'WHY do I have to go to Sunday school, Daddy?" my five-year-old daughter asked one Sunday morning as we drove to church. "To learn about God," I said with a knowing smile. Knowing, because I probably asked the same question when I was her age.
She had procrastinated when told to get ready for Sunday school, wanting instead to remain in her pajamas and watch cartoons.
It's not that I didn't understand where my daughter was coming from. It seems like only yesterday that my brothers and I plotted early one morning to avoid attending church.
It wasn't as if I really disliked going to Sunday school. Sometimes I actually had a good time, especially if we sang my favorite hymns. But for the most part, the ideas and concepts being taught to us at that early age were hard to grasp.

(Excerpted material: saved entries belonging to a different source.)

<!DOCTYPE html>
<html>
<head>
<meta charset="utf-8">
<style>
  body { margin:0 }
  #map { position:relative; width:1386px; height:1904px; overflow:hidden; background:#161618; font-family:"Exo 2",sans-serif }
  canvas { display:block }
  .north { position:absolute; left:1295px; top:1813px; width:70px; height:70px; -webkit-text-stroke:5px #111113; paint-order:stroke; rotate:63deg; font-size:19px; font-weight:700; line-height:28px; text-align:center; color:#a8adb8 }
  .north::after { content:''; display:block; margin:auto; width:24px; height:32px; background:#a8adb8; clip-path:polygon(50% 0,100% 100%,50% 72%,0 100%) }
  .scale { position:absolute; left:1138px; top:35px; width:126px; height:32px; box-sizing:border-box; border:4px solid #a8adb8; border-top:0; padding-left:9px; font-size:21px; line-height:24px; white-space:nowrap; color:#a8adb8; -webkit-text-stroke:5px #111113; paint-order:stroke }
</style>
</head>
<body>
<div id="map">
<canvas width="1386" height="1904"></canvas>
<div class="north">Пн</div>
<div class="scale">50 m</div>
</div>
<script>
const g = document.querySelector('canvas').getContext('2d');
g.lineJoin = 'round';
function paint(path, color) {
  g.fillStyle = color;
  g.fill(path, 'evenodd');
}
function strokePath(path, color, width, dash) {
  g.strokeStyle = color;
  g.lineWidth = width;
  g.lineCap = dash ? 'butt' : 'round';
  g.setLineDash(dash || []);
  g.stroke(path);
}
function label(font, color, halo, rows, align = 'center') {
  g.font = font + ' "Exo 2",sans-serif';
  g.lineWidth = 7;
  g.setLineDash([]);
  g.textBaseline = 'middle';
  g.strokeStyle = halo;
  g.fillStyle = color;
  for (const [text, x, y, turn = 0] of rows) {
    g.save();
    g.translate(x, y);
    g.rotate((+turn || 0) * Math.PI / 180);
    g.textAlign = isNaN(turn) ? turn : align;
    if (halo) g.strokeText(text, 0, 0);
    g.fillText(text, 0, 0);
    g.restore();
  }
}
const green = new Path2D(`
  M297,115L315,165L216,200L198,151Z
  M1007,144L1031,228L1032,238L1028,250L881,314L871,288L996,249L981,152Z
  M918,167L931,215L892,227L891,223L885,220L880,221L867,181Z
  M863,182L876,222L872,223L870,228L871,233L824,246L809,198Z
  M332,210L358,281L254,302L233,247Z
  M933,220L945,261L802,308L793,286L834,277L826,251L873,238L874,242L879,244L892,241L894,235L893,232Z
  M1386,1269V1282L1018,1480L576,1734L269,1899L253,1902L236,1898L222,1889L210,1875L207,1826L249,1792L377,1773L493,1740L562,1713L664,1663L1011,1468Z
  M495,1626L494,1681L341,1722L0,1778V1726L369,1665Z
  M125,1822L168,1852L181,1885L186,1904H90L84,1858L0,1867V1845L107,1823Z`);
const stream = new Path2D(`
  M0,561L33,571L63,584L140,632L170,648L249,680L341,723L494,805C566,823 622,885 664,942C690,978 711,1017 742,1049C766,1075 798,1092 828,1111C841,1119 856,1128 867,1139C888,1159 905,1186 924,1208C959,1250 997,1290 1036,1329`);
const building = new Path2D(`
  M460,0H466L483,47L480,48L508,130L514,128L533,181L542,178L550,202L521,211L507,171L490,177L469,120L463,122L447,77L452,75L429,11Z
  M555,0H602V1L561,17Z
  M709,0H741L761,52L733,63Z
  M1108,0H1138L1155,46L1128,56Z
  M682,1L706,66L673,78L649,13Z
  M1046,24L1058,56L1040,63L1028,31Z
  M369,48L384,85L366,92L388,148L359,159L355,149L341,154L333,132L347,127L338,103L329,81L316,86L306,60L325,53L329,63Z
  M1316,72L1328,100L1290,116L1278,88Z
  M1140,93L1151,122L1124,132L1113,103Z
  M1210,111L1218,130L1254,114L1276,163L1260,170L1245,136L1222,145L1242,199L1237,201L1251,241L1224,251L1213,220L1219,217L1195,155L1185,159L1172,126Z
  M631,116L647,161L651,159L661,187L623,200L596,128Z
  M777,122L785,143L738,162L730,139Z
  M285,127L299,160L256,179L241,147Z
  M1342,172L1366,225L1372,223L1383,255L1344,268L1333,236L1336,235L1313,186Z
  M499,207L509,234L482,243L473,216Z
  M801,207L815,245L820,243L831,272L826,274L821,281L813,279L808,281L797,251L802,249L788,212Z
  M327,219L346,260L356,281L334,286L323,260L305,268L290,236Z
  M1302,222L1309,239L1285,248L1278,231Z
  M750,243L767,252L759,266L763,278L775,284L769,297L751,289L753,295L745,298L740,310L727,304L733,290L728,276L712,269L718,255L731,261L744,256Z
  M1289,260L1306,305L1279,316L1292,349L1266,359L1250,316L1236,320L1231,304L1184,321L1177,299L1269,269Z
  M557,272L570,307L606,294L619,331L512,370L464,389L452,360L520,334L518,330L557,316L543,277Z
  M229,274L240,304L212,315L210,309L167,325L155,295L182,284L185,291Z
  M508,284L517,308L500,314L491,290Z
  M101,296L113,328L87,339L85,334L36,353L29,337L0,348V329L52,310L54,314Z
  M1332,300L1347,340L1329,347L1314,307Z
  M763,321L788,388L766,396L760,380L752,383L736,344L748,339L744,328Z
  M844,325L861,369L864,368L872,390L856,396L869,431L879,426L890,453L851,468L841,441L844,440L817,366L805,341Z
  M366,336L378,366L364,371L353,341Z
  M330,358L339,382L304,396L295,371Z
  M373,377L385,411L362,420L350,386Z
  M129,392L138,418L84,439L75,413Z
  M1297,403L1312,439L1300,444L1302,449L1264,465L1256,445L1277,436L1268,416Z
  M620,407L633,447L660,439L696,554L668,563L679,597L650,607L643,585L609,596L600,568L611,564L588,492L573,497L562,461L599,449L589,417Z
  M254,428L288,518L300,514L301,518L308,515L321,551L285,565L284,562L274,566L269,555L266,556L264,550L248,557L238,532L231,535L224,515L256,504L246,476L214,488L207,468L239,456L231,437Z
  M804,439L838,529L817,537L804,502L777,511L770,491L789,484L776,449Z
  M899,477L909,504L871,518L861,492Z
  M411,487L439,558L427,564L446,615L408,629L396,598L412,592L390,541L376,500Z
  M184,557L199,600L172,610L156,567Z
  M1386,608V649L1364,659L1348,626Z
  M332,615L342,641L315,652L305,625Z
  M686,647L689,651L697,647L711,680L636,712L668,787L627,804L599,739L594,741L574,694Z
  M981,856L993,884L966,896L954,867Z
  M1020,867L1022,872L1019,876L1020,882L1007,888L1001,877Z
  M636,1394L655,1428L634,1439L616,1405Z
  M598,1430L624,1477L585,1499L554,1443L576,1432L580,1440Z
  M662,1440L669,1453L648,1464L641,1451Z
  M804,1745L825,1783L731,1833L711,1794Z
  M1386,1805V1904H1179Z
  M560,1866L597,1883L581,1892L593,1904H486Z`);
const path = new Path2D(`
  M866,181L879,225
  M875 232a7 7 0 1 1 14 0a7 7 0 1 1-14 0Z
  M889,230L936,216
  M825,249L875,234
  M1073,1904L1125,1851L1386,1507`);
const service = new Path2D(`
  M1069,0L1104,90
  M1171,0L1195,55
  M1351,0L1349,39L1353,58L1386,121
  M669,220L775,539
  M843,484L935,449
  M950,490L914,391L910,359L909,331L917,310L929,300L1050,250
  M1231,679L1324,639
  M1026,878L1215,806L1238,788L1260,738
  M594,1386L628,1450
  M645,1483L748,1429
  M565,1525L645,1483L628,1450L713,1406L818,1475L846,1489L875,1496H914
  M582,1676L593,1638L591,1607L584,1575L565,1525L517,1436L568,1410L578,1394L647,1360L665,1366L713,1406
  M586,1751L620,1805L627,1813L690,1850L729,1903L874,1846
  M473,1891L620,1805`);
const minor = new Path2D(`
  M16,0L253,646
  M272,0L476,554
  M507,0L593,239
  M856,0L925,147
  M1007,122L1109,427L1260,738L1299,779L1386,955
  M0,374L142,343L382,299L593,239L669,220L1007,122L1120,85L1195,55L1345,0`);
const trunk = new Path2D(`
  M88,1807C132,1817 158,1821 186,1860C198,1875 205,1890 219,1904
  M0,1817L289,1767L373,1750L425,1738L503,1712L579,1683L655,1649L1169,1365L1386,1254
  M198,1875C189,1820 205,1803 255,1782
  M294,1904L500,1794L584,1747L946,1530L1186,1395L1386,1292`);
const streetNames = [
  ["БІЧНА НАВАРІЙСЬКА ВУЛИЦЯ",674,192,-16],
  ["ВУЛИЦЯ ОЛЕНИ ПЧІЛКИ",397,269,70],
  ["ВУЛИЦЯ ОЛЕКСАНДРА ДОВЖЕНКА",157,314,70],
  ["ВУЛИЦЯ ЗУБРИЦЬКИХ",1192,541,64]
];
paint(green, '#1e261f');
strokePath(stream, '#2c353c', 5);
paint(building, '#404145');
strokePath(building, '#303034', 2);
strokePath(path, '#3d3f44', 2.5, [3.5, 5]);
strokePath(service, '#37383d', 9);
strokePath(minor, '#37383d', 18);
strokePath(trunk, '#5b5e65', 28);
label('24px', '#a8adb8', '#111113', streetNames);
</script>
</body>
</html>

Besides, the weekend was time for playing with your friends, building forts, watching your favorite cartoons, racing around on your bike, and having adventures. Sunday school was too much like regular school. And after going to school all week we were ready for a break.
At that age I hadn't yet discovered the tangible assets of Sunday school. Oh, there was definitely a warm, friendly feeling that washed over me after attending, but still, it wasn't as exciting as playing with my friends.
So come Sunday morning, my brothers and I would do our best to avoid church.
Our method was to make use of the fact that on weekends we usually woke up before our parents.
Rather than playing for a while and then waking them up for our weekly order of french toast, pancakes, or waffles, we decided to keep a low profile until 9 o'clock, after which we knew it would be too late to make it to the church on time. We knew Mom did not like walking into church late.
Being quiet for an hour or so meant no cartoons, no teasing or wrestling, no going to the bathroom, and no playing with our toys. It meant staying in our bedrooms until the big hand was passed the 12 (in order to be safe).
This was hardest on my younger brother, who shared a bedroom with our youngest brother, who was 3, innocent, and unaware of our scheme. He had the unenviable task of keeping him quiet, amused, and away from our parents.
If you've ever spent any time around young boys, you know stillness and quietness are not their normal attributes. Nevertheless, come Sunday morning, we were the models of silence and stealth.
But one Sunday morning our scheme was discovered. We let our parents sleep till around 9:45 (evidently, a late bridge night), and when our mother awoke she hustled out of bed and down the hall, calling our names as if we were in danger.
We had intended to wake them up at around 10 after 9, but things were going so well we decided to see how long we could keep it up - which proved our undoing.
Times did change, though. As a teenager I can remember driving myself to Sunday school without any parental prodding. What happened during those intervening years to change my attitude?
What happened first was that our parents started relying on their alarm clock.
But more important, I had finally begun to learn something that was tangible, something that made attending Sunday school and later church entirely worthwhile.
It was more than feeling good after the service. It was spiritual knowledge: an understanding that permeates one's life and governs the way we think about things and how we act or react to our surroundings.
The knowledge gained from Sunday school and church touches our lives and the lives of everyone we come in contact with.
Of course I told all this to my daughter, and her reply was, "I know that Daddy, but can you get up earlier next Sunday so you can make waffles?"